Contraception requires science
With a grant from the Bill & Melinda Gates Foundation, Jensen launched the Oregon Permanent Contraception Research Center at the Oregon National Primate Research Center.
His team is taking a different approach from other permanent contraception options, using polidocanol foam, an FDA-approved treatment for varicose veins, as a non-invasive, non-hormonal form of permanent contraception.
Using an animal model (female baboons), his research showed that administration of a single dose of polidocanal foam transcervically (similar to placement of an IUD) resulted in a high rate of tubal occlusion with prevention of pregnancy in most of the treated baboons. None of the females treated with 5 percent polidocanol foam became pregnant during six months of follow-up, and microscopic evaluation of the tubes showed scarring.

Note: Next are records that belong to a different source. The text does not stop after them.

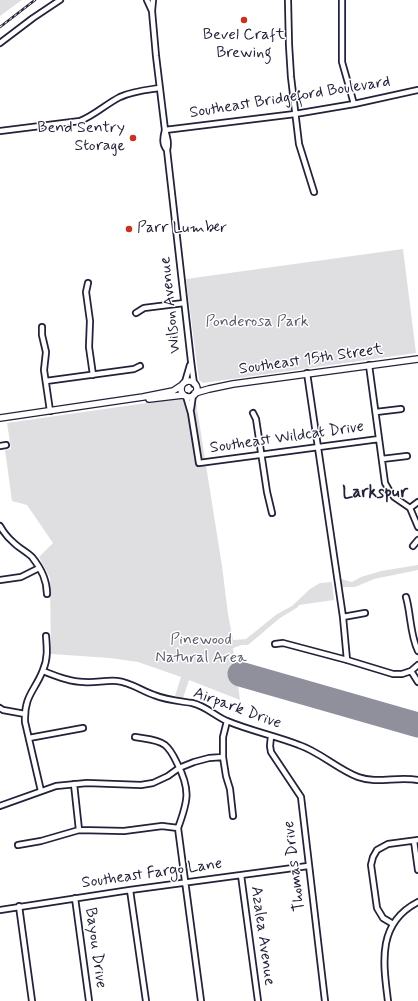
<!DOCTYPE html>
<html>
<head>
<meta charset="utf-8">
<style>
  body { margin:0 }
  canvas { display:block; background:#fff }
</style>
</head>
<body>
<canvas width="418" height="1001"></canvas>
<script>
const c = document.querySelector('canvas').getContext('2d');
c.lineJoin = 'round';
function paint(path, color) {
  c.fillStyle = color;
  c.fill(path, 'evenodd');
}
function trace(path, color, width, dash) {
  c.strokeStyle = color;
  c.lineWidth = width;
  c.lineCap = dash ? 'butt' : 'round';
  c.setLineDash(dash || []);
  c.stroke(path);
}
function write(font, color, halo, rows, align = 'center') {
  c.font = font + ' Mynerve,sans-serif';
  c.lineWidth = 3;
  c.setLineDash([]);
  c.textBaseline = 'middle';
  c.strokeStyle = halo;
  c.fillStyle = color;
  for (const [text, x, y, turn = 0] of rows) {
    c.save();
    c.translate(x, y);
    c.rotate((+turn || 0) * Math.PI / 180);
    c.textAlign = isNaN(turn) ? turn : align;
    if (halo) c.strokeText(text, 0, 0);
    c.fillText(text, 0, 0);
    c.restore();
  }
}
paint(new Path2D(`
  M0 0H22L0 16Z
  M403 249 416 353 203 383 199 380 186 279Z
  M195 396 222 566 228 614 233 640 246 639 277 614 292 606 310 589 320 583 332 582 334 600 299 605 298 607 280 618 248 645H242L233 648 240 700 189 680 183 698 175 696 181 677 138 662 110 658 51 654 50 578 39 557 53 543 27 505 12 501 5 450 11 449 7 423Z
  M418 565V570L374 579 355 587H341V579L352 582 361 577 381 571Z`), '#dfdfe2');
trace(new Path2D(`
  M240 674 418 725`), '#90909d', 25);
const minor = new Path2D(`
  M147 0 152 11
  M153 0 152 11 156 56 165 130C167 137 169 143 167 150L191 361 194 384
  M288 0 289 45 291 77 299 144 314 192
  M342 0V62L354 104
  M0 43 33 18 60 0
  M165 130 295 114 354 104 418 90
  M165 130C163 138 162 144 167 150
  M0 131 80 121C95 115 106 104 120 97 133 91 146 90 160 88
  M88 283 86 292 90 321 89 347 93 375
  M136 313 144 308 184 303
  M42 327V335L46 352 44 370 50 411
  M369 365 385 483 389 490 394 497 410 508 418 527
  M307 373 343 617 347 660
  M46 381 134 369 140 366
  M185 382 190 365
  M186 396 191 413 199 463 379 439
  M191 409 193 395
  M376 412 401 409
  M253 413 256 419 267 492 272 513
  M0 446 6 445
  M382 459 407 456
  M410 508 418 502
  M0 526C4 533 8 538 14 543 19 548 27 552 32 557 41 568 47 580 47 594
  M413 546 418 540
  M0 580 21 577 39 568
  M406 597C411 614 410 635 418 651
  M343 617 365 613
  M275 644 283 643 347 660 393 674H402L411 671 418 665
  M43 671C56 676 70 682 84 682 95 683 106 680 117 681 130 682 142 691 154 695 166 700 179 701 192 703 206 706 215 716 227 721 251 731 276 736 299 745 320 752 337 769 358 777 377 784 398 776 418 780
  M411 671 418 682
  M0 708 3 710 25 714
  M227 721 223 737V757L226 776 230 789 233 816
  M271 736 270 746 271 752 301 797 325 1001
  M135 737C145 739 157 739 165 745 171 750 174 757 177 763 191 790 188 801 178 828L201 1001
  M29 738 83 728
  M74 784 79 830
  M41 791 25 722C24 695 35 691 43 670 48 659 47 648 46 636
  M0 806 56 786 87 783 141 785 153 783 168 776 179 768 194 762 209 758 223 757
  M414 841 418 870
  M18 845 41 841 79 830 124 831 162 826 178 828
  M241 875 258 1001
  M130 890 146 1001
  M75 898 89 1001
  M19 906 32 1001
  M0 910 130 890 308 866
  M393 924 383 918 377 908 371 865 373 857 377 850 388 844 418 840
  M388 1001C383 962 377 923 418 902`);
const major = new Path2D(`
  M181 389a8 8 0 1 1 16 0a8 8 0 1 1-16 0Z
  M195 393 209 389 233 384 418 359
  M149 399 183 395
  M0 418 143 397 173 391 182 385`);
trace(minor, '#22223b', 8);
trace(major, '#22223b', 8);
trace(minor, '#fff', 4.5);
trace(major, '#fff', 5.5);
const rail = new Path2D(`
  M0 27 35 0`);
trace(rail, '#22223b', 2.5);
trace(rail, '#fff', 1, [3]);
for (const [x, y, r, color] of [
  [244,20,4,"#c8321e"],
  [133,138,4,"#c8321e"],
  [129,229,4,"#c8321e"]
]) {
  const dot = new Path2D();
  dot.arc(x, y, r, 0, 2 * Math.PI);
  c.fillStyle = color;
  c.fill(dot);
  trace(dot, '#fff', 1.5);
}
write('16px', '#22223b', '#fff', [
  ["Bevel Craft",244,36],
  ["Brewing",244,54],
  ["Bend Sentry",125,129,"right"],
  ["Storage",125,147,"right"],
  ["Parr Lumber",137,229,"left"]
]);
write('16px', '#22223b', '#fff', [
  ["Southeast Bridgeford Boulevard",290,98,-9],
  ["Wilson Avenue",171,305,-96],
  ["Southeast 15th Street",311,360,-8],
  ["Southeast Wildcat Drive",287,438,-8],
  ["Airpark Drive",237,709,20],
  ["Thomas Drive",295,866,-97],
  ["Southeast Fargo Lane",152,874,-8],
  ["Azalea Avenue",262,936,82],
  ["Bayou Drive",95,948,82]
]);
write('16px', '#5b5b6d', '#fff', [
  ["Ponderosa Park",257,323],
  ["Pinewood",201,641],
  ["Natural Area",201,659]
]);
write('bold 17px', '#22223b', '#fff', [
  ["Larkspur",375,493]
]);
</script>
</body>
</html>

Jensen’s team uses a nonhuman primate model because they share common anatomic features and reproductive physiology with women. In particular, the fallopian tubes in primates pass through the thick muscular uterine wall. This feature is not present in non-primates.
Big science takes money

Jensen’s work has been funded through the philanthropic generosity of the Bill & Melinda Gates Foundation. But because he is learning from an animal model, his work also relies heavily on the ONPRC which is heavily supported by National Institutes of Health funding.
“The majority of my life’s work has been funded by the NIH,” Jensen emphasizes. “The current administration threatens to greatly reduce NIH funding, threatening my research program in reversible contraception. Fortunately, global leaders like the Gates Foundation recognize the core importance of family planning as a pillar of effective human development. But we can’t depend solely on philanthropic funding.”
When asked about how others can follow in his path, he says, “Becoming a physician provides the opportunity for clinical care and participation in research. Stay open to opportunity and think big. To attract support, you must transmit a realistic vision of the possible to funders.”
Women can participate in clinical trials at the Women’s Health Research Unit, which conducts studies in all major areas of women’s health, including family planning, incontinence, menstrual bleeding disorders, infertility, endometriosis, fibroid tumors, obstetrics and female cancers.